Historical Applications
| Period | Event | Phillips Curve Implication |
|---|---|---|
| 1960s | Original relationship observed | Stable trade-off appeared to exist |
| 1970s | Oil shocks and stagflation | Curve shifted; expectations mattered |
| 1980s | Volcker disinflation | High unemployment reduced inflation |
| 2010s | Missing inflation puzzle | Low unemployment, low inflation |
| 2020s | Post-pandemic inflation | Supply shocks + demand recovery |
Policy Implications
For Central Banks
- Inflation Targeting: Use interest rates to influence unemployment and thus inflation
- Expectations Management: Anchor inflation expectations to stabilize the curve
- NAIRU Estimation: Estimate the natural rate to know when economy is at full employment
For Fiscal Policy
- Stimulus Decisions: Understand inflation costs of reducing unemployment
- Structural Reforms: Lower NAIRU through labor market policies
Limitations of the Phillips Curve
- Instability: The relationship has broken down at various historical periods
- NAIRU Uncertainty: The natural rate is estimated with significant uncertainty
- Global Factors: Open economy effects can overwhelm domestic relationships
- Structural Changes: Labor markets evolve, changing the relationship
- Anchored Expectations: Credible central banks may flatten the curve
How to Use This Calculator
- Select model: Choose Traditional or Expectations-Augmented version
- Enter unemployment rates: Input actual and natural unemployment rates
- Set sensitivity: Adjust the β parameter (typically 0.3-1.0)
- Add supply shocks: Include any external price pressures if applicable
- Set base/expected inflation: Enter the anchor point for the curve
- Analyze results: View predicted inflation and economic interpretation
Frequently Asked Questions
What is the typical value for β (sensitivity)?
Empirical estimates typically range from 0.3 to 1.0. A value of 0.5 means each percentage point of unemployment above NAIRU reduces inflation by 0.5 percentage points.

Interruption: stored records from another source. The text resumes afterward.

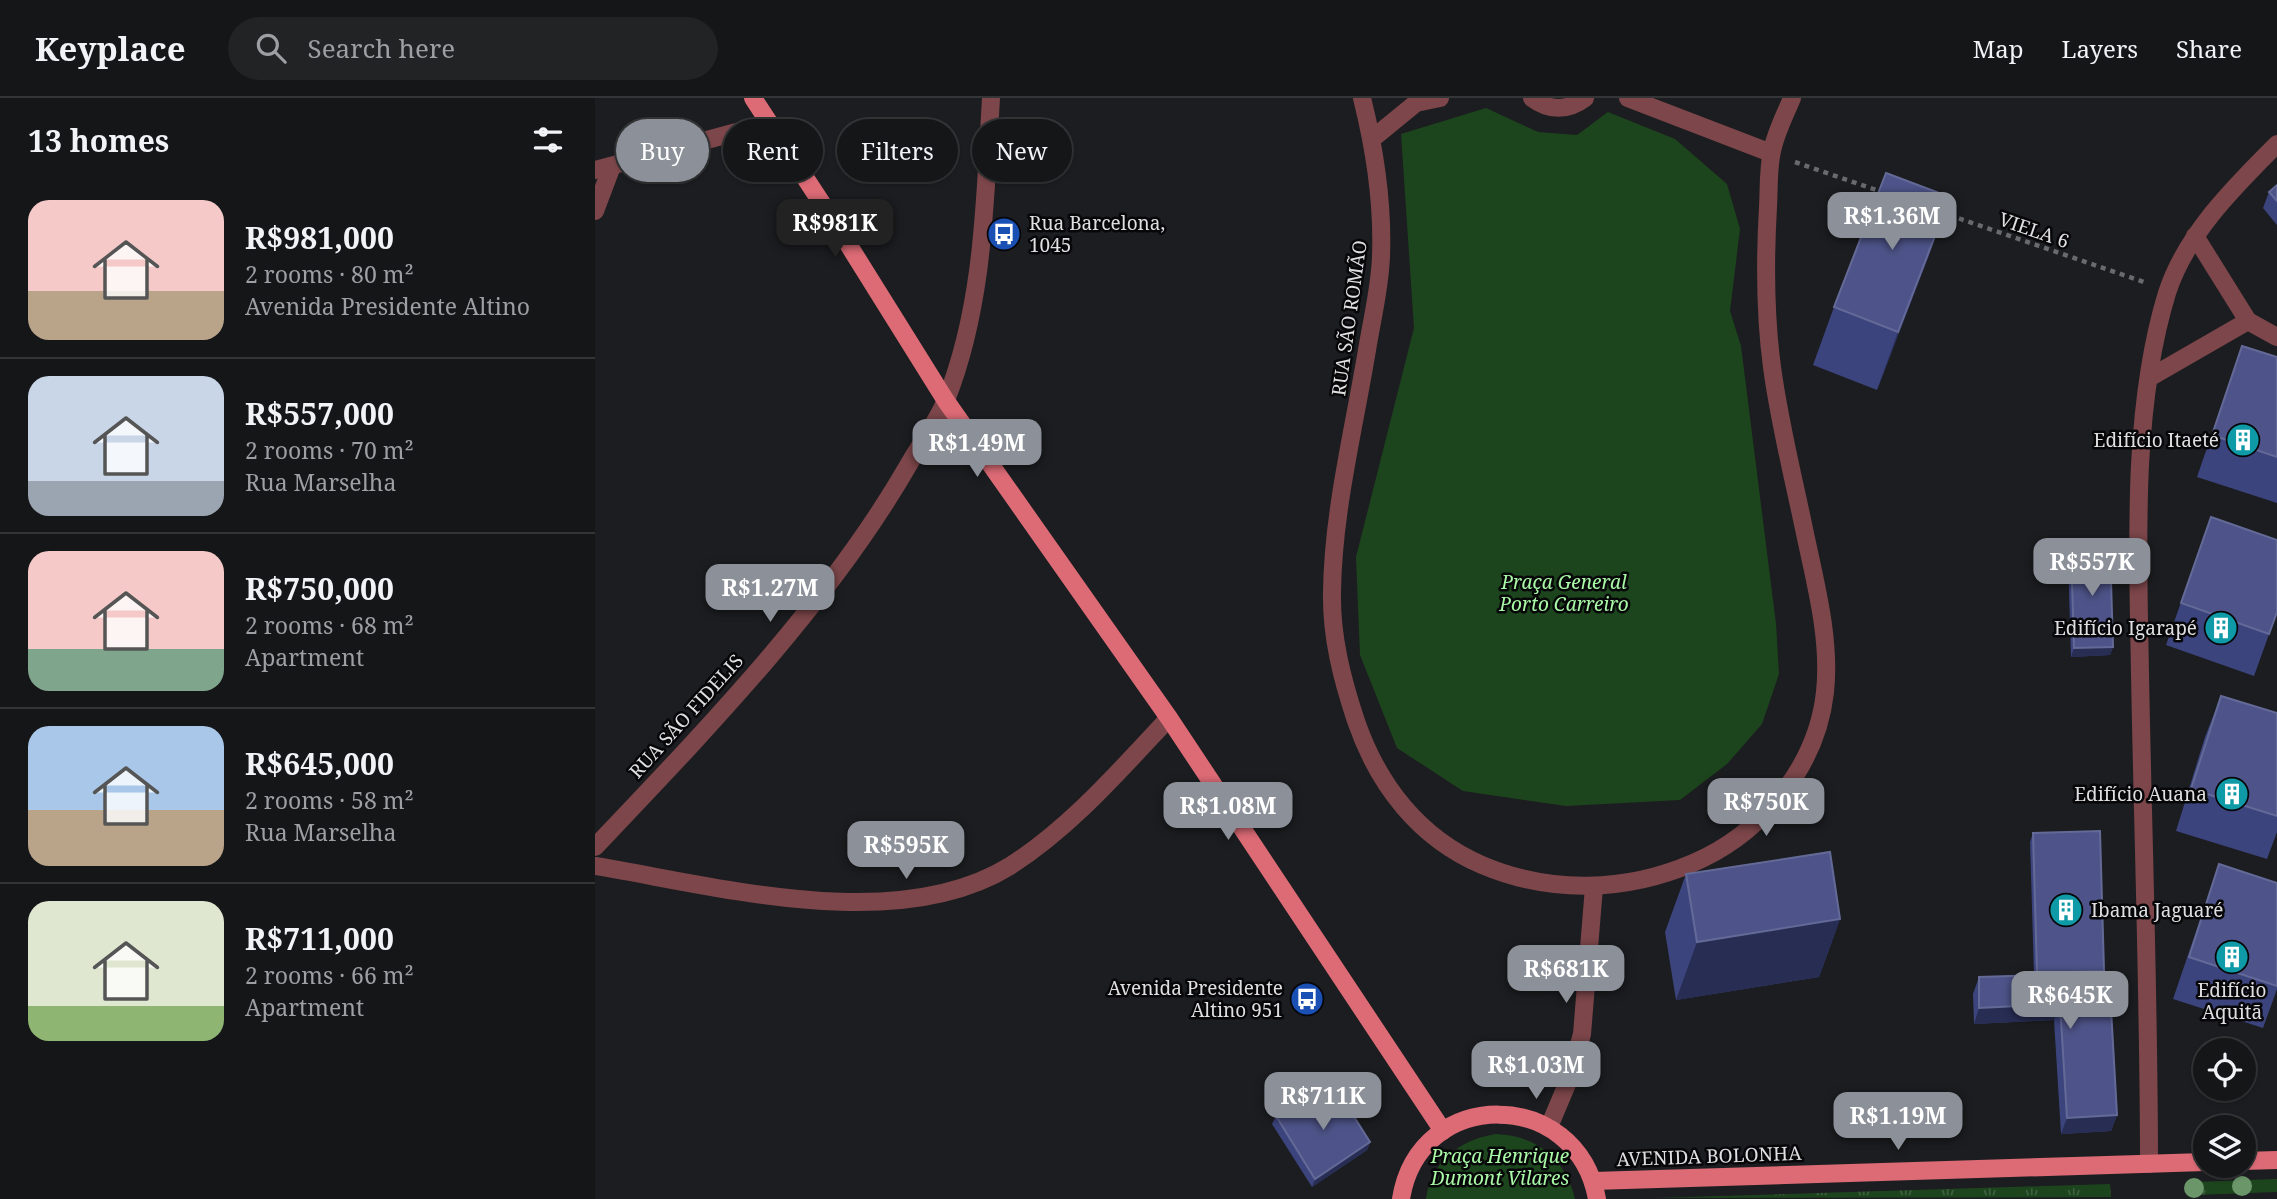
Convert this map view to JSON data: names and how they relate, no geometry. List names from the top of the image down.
{
  "streets": {
    "main road": ["AVENIDA BOLONHA"],
    "street": ["RUA SÃO ROMÃO", "RUA SÃO FIDELIS"],
    "path": ["VIELA 6"]
  },
  "parks": ["Praça General Porto Carreiro", "Praça Henrique Dumont Vilares"],
  "places": {
    "bus stop": ["Rua Barcelona, 1045", "Avenida Presidente Altino 951"],
    "building": [
      "Edifício Itaeté",
      "Edifício Igarapé",
      "Edifício Auana",
      "Ibama Jaguaré",
      "Edifício Aquitã"
    ]
  },
  "page": {
    "header": "Keyplace",
    "search": "Search here",
    "nav": ["Map", "Layers", "Share"],
    "heading": "13 homes",
    "chip": [
      "Buy",
      "Rent",
      "Filters",
      "New"
    ],
    "list": [
      {
        "name": "R$981,000",
        "note": "2 rooms · 80 m² · Avenida Presidente Altino"
      },
      {
        "name": "R$557,000",
        "note": "2 rooms · 70 m² · Rua Marselha"
      },
      {
        "name": "R$750,000",
        "note": "2 rooms · 68 m² · Apartment"
      },
      {
        "name": "R$645,000",
        "note": "2 rooms · 58 m² · Rua Marselha"
      },
      {
        "name": "R$711,000",
        "note": "2 rooms · 66 m² · Apartment"
      }
    ],
    "price": [
      "R$1.36M",
      "R$981K",
      "R$1.49M",
      "R$557K",
      "R$1.27M",
      "R$750K",
      "R$1.08M",
      "R$595K",
      "R$681K",
      "R$645K",
      "R$1.03M",
      "R$711K",
      "R$1.19M"
    ]
  }
}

Modern estimates suggest this sensitivity has declined over time.
Why has the Phillips Curve flattened?
Several factors may explain the flattening: globalization affecting wage pressures, anchored inflation expectations due to credible central banks, changes in labor market structure, and measurement issues with unemployment.
Is the Phillips Curve still relevant?
Yes, though its form has evolved. The relationship remains a key framework for understanding inflation dynamics, even if the short-run trade-off has become less pronounced in some periods.
What causes the curve to shift?
Changes in inflation expectations shift the short-run curve. Supply shocks also cause shifts. Over time, the natural rate itself can change due to structural factors in the labor market.